Other tired words that have to go are “Boomers” and Millennials.” Boomers are supposedly between about 52 and 69 years of age. They are supposed to share many traits—entitlement, good education, high expectation, good jobs, an ease when they are feeding off the public trough to the detriment of those younger than they.
Maybe. But thinking of all the people you know who are those ages, you wonder if sociology and the media, the two entities who seem to be in cahoots over the word, have any idea of the people they are actually describing.
For one, Boomers seem to be white people. They seem to come from the cities, not the dying rural areas in the Midwest and the Plains states. I’m betting Boomers don’t live in West Virginia.
And “Millennials” is equally as annoying. I’m never sure who Millennials are. We are building micro-apartments for Millennials, say real estate developers and BRA-types. But if they are people who became adults around the year 2000, as Wikipedia says, aren’t we a bit late? Millennials, now in their mid-30s, probably now have kids and need bigger places.
But we may not even need the term any more. British Millennials, who are working all over Europe, just got screwed by their older compatriots. Maybe they’ll be called “Returnees” from now on. (And, by the way, according to some reports, it was the Boomers who took away Europe from the Millennials.)
It’s hard to imagine that 30 years from now either of these terms will have resonance, much less be remembered.
“Bug out” is also being used weirdly. “We need to bug out of here,” used to be a phrase I’d hear from time to time. Now it is being used among survivalists, a nutty group of people who enjoy thinking about preparing for Armageddon, which seems to energize them. For no reason, I get survivalist messages in my spam folder. Finally I decided to look at one.

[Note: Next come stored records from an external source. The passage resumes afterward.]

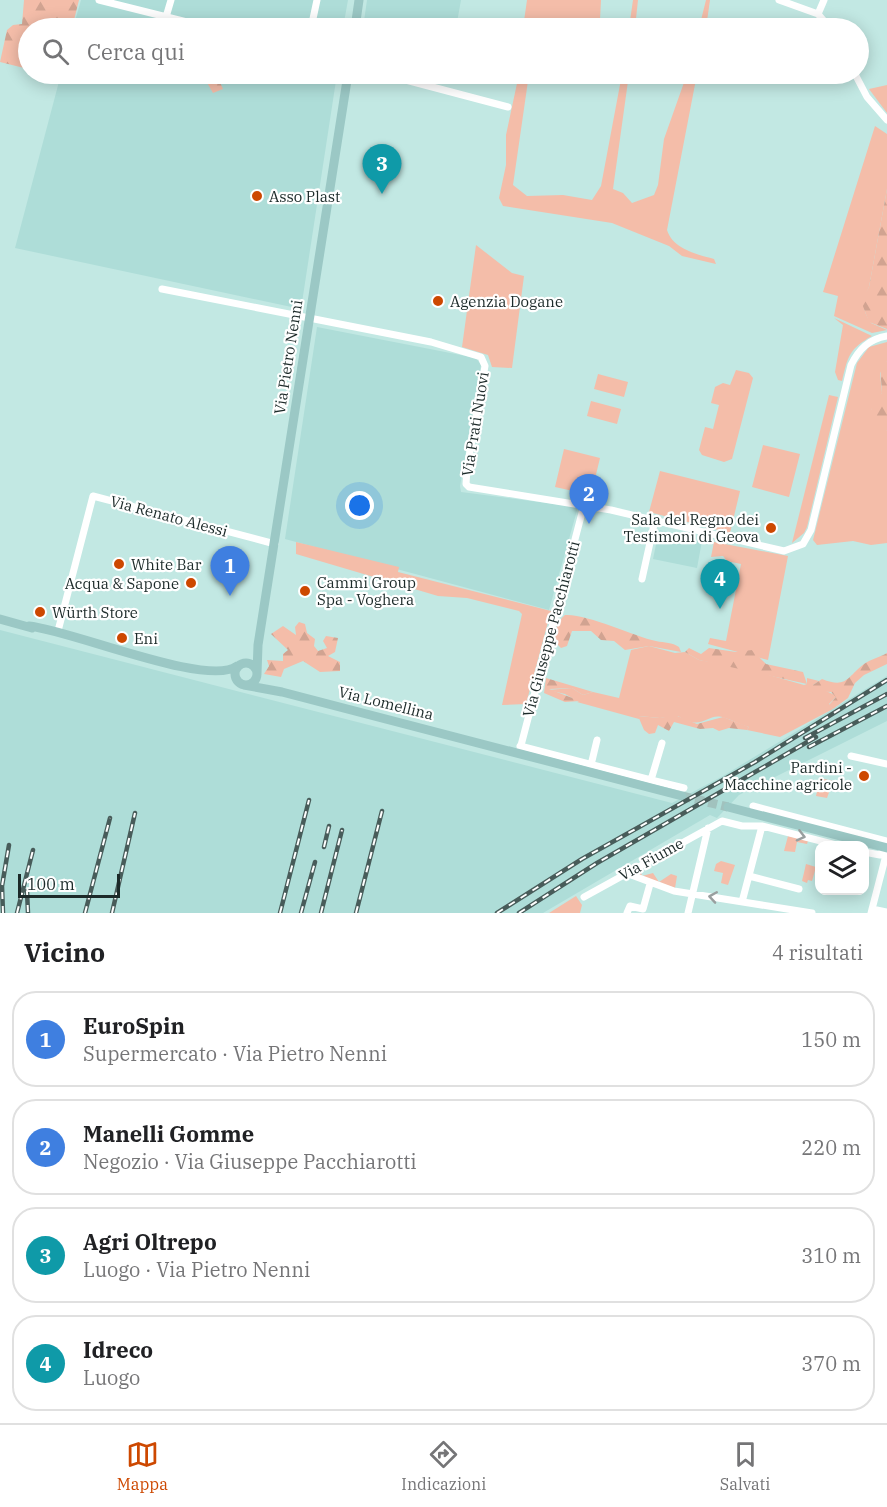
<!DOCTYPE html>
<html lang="it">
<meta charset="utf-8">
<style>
:root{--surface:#fff;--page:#f6f6f6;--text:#202124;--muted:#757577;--line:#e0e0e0;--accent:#cd4800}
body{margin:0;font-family:"IBM Plex Serif",serif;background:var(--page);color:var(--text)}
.controls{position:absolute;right:18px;bottom:18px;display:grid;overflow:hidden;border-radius:12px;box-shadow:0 3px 15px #0003}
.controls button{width:54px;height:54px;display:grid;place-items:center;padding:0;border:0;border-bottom:2px solid var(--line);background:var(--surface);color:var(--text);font:30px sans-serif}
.scale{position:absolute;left:18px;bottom:15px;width:102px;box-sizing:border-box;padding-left:6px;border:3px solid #1c2a29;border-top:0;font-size:16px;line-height:21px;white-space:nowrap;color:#1c2a29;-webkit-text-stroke:4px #fff;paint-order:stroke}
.you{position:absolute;left:360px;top:506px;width:21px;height:21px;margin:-15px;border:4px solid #fff;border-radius:50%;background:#1a73e8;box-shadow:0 0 0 9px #1a73e833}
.badge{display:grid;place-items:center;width:39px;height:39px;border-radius:50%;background:var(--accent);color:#fff;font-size:20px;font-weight:700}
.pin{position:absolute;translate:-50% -50px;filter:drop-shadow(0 2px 3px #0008)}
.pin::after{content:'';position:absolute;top:32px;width:21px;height:18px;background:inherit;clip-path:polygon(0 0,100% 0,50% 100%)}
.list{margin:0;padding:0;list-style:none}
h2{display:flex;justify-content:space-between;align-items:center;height:78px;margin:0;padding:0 24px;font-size:26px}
h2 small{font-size:20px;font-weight:400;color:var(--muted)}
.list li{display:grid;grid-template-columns:39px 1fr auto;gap:18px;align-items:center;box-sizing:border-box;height:96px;margin:0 12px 12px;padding:0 12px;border:2px solid var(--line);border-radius:24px}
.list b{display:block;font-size:22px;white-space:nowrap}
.list p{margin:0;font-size:20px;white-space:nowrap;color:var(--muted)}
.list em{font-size:20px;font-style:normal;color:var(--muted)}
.icon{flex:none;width:33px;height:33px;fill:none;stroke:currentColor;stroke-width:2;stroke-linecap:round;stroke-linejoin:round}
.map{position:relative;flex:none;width:887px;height:913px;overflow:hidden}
.search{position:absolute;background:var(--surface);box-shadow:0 3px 15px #0003;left:18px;right:18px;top:18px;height:66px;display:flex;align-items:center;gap:15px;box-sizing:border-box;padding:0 21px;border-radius:33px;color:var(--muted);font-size:22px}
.sheet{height:510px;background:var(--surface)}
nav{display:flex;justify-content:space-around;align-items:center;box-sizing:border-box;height:84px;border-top:2px solid var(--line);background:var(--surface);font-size:16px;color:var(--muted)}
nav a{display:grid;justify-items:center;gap:3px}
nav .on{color:var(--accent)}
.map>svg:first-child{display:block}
</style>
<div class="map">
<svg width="887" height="913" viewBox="0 0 887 913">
<defs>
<pattern id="forest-firs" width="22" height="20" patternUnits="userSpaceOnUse" patternTransform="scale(1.5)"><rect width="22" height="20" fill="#f4bda9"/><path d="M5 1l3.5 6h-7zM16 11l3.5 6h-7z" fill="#d1a391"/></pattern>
</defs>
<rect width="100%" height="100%" fill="#c2e8e3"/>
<path fill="#aeddd8" d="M81,0H348L343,28H73Z
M367,0H461L456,28H363Z
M61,74H337L301,309L15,248Z
M317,327L476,358L481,365L460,486L461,492L578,507L549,610L285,539Z
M659,530L702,541L697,568L653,559Z
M0,630L672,803L723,776L887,676V721L739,795L717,818L710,815L543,913H0Z"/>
<path fill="#f4bda9" d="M527,0H601L600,20L596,28H523Z
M633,0H638L635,28H629Z
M706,0H710L706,28H699Z
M519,74H529L513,185L527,196L563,195L592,200L601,186L622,74H629L613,189L623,193L632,203L654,195L658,185L664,139L687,74H697L667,230C673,249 696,254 714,259L716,264L682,256L669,246L612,223L503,206L499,198L506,165V135Z
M887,85V113L869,89Z
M875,126L887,134V189L869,287C862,301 862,310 871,323L887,330L872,333L834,316L838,296L823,292Z
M476,245L512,273L524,276L512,368L492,367L488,355L462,347Z
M834,318L872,336C849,349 848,356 842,381L838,380L835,372L843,325Z
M887,342V361L880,373L882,393L871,410L887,431V543L871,545L853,541L817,545L813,540L857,363L869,347Z
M736,370L749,373L753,378L732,459L724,462L702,455L699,450L705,427L713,429L719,405L711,403L715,387L723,383L730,385Z
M598,374L628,382L624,397L594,389Z
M829,395L838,397L807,527L804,533L792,543Z
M591,401L621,409L617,424L587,416Z
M763,445L800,454L789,497L752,487Z
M564,449L600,458L591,495L555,487Z
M660,471L740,491L730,533L649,512Z
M296,542L399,567L398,572L551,611L526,704L502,705L522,614L519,611L467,598L438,596L296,554Z
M714,542L788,556L768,660L708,644L710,638L726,641L741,564L727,561L723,556L711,557Z
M649,646L675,653L685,652L699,660L741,667L804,685L807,684V678L819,681L813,685L837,696L829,704L833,709L780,737L747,730L749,727C740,725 733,720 725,718C706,711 705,733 678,716L660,718L639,716V719L577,702H579L565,694L548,690L572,688L583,695L593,692L619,698L631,650Z
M820,778L833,781L827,798L816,796Z
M788,836L808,841L807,844L797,842L795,852L784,851Z
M721,861L735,865L728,885L721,883L723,873L714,871L716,864Z
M806,864L816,867L812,881L808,880L807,883L802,881Z
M640,869L642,876L653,873L659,882L671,874L677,876L675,888L633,873Z
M576,896L582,905L580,913H549Z"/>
<path fill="url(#forest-firs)" d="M24,0H79L72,28H28V69L0,62L7,30L13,25L22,24Z
M202,74H221L219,80L223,89L213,93Z
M887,189V329L869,322L861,301L869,287Z
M887,361V431L872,423C867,412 874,400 882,393L880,366Z
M565,615C585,613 634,636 656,641C665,643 672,642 679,647L681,652L649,646L625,650L614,641L601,640L591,631H572L567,646L561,648L555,642C555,632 557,621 565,615Z
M299,622L305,624L307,633L315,639L314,646L318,651L327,648L323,641L326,636L338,638L335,652L328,656L340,662V671L320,672L303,661L284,669L281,677L264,674L269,666L267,660L283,661V654L288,650L271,634L283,626L296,635L295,627Z
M689,648L701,654L709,648L736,652L752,650L766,664L803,672L807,684L699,660L685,652Z
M887,653V664L864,675L855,683L848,698L833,709L829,705L836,697L831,692L814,691L813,685L822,679C847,689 847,677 864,664C871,659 880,657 887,653Z
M546,678L593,692L583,695L572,688L549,689L580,701L565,702L544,693Z
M675,715L697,724L723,717L749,727L747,730L729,728L719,731L713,728L700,729L674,722L669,731L658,725L655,733L649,734L644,730L638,716L660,718Z"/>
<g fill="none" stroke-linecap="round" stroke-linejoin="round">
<path stroke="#a1c2be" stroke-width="9" stroke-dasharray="9 4.5" stroke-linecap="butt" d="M682,796L728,807"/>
<path stroke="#fff" stroke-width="7" d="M99,0L211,28
M779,0L818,14L830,28
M818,14L824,0
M166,17L171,0
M311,28L317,0
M383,74L508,107
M855,74L867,97L887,120
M162,289L431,342L481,357L485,366L467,468L466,484L469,487L611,510L784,551L803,544L811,530L851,365C859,349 869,339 887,336
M642,579L655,520
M58,631L93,496L275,544
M520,746L651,780L662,743
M519,753L584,505
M851,756L887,764
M591,765L597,740
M651,780L684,788
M753,806L887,841
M864,852L880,855L884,848
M626,873L674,891L812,913
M749,876L799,889
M584,897L722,821L742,826H762L840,846
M742,902L762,826
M872,909L887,912
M627,913L630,906L643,909L650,884
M688,913L708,828
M871,913L887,851"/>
<path stroke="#9bc8c5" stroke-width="9" d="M355,28L359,0
M0,619L32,628
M29,626C71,630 208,688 237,666
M235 674a11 11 0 1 1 22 0a11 11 0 1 1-22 0Z
M257,673L258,645L348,74
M244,685L282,692L682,796
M728,807L887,848"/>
<defs>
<path id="rail" d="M805,738L887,694
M809,747L887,706
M324,847L329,826
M27,891L28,913
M3,913L2,886L9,845
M17,913L33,850
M85,913L110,818
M112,913L135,813
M280,913L309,800
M301,913L315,862
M321,913L342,830
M356,913L382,811
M497,913L582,859L755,762L887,680
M519,913L597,863L816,737"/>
</defs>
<use href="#rail" stroke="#485c5a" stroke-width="4.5"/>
<use href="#rail" stroke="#fff" stroke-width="2" stroke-dasharray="7" stroke-linecap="butt"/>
</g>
<defs><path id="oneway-chevron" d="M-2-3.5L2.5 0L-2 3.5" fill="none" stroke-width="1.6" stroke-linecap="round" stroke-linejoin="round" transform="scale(1.5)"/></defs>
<g stroke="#999f9f">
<use href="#oneway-chevron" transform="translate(801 836) rotate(14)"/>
<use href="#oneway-chevron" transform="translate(713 897) rotate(-171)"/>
</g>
<g fill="#cd4800" stroke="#fff" stroke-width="2">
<circle cx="257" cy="196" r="6"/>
<circle cx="438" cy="301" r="6"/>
<circle cx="771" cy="528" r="6"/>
<circle cx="119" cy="564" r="6"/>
<circle cx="191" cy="583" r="6"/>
<circle cx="305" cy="591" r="6"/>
<circle cx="40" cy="612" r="6"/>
<circle cx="122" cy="638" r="6"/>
<circle cx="864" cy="776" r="6"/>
</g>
<g text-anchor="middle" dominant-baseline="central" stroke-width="4.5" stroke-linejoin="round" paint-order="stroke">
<g font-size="15" fill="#1c2a29" stroke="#fff" text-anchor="start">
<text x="269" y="196">Asso Plast</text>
<text x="450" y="301">Agenzia Dogane</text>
<text x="759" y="519" text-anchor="end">Sala del Regno dei<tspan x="759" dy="17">Testimoni di Geova</tspan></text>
<text x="131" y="564">White Bar</text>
<text x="317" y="582">Cammi Group<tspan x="317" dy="17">Spa - Voghera</tspan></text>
<text x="179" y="583" text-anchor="end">Acqua &amp; Sapone</text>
<text x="52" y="612">Würth Store</text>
<text x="134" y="638">Eni</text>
<text x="852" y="767" text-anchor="end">Pardini -<tspan x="852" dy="17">Macchine agricole</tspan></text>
</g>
<g font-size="15" fill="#1c2a29" stroke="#fff">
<text transform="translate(288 357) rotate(-81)">Via Pietro Nenni</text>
<text transform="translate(475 424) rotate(-81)">Via Prati Nuovi</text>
<text transform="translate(169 516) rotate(15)">Via Renato Alessi</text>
<text transform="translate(551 629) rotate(-75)">Via Giuseppe Pacchiarotti</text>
<text transform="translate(386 703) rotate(14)">Via Lomellina</text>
<text transform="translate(651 859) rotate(-29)">Via Fiume</text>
</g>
</g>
</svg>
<div class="controls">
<button><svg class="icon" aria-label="layers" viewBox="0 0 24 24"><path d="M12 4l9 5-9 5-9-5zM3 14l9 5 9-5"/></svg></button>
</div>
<div class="scale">100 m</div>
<div class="you"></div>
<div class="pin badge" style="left:230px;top:596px;background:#3f7fe0">1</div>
<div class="pin badge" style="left:589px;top:524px;background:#3f7fe0">2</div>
<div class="pin badge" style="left:382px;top:194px;background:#0f9aa8">3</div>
<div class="pin badge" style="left:720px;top:609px;background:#0f9aa8">4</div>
<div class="search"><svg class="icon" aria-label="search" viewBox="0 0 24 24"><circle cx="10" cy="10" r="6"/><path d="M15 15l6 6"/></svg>Cerca qui</div>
</div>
<section class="sheet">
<h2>Vicino<small>4 risultati</small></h2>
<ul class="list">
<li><span class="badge" style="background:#3f7fe0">1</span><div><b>EuroSpin</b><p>Supermercato · Via Pietro Nenni</p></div><em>150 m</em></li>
<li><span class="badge" style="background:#3f7fe0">2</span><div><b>Manelli Gomme</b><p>Negozio · Via Giuseppe Pacchiarotti</p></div><em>220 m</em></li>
<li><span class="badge" style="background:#0f9aa8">3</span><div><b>Agri Oltrepo</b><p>Luogo · Via Pietro Nenni</p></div><em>310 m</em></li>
<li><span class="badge" style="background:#0f9aa8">4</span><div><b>Idreco</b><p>Luogo</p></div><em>370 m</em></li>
</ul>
</section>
<nav>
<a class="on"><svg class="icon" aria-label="map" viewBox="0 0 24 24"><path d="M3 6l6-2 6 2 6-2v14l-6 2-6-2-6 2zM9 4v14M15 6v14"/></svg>Mappa</a>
<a><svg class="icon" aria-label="directions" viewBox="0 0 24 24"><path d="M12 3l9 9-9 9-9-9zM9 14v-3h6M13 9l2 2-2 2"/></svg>Indicazioni</a>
<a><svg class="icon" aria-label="saved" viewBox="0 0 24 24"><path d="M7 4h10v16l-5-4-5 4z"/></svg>Salvati</a>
</nav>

I found out that a bug-out bag holds the essentials you’ll need, in a “without rule of law situation,” which the promoters seemed to relish. They describe the items with great reverence. Water, warm clothing, a flashlight, matches, a first-aid kit, a pot for cooking. Sounds pretty obvious. Duh.
I’m wondering what will happen to the word “rigged” after this election season. Our own senator, Elizabeth Warren, used it to great advantage over the past couple of years. Now Donald Trump has co-opted it. Considering how hostile the two are to one another, I’m thinking she might come up with a new word to describe how middle class Americans have been scammed.
A couple of trendy words and phrases are worth keeping. One was introduced to America by Alyn Smith, a member of the European Parliament representing Scotland, which backed the Remain camp in the recent Brexit (get rid of that too now) vote. “The people who have committed themselves to leave will crawl across glass to get to the polling stations,” he lamented, “and on the Remain side it’s much more, ‘Why are we doing this?’ ”
“Crawl across glass” is wonderfully evocative of shards sticking up and bleeding bodies. It’s a perfect metaphor.
Another cliché I want to keep is “rocket science,” as in “washing dishes is not rocket science.” Except one day a few years ago, the U.S. sent off a high tech missile over the Pacific. It sputtered out. (Sounds like North Korea, but it wasn’t.) The Air Force general had a good excuse. “Well, it is rocket science, you know.”
Thank you, General, for rescuing that phrase.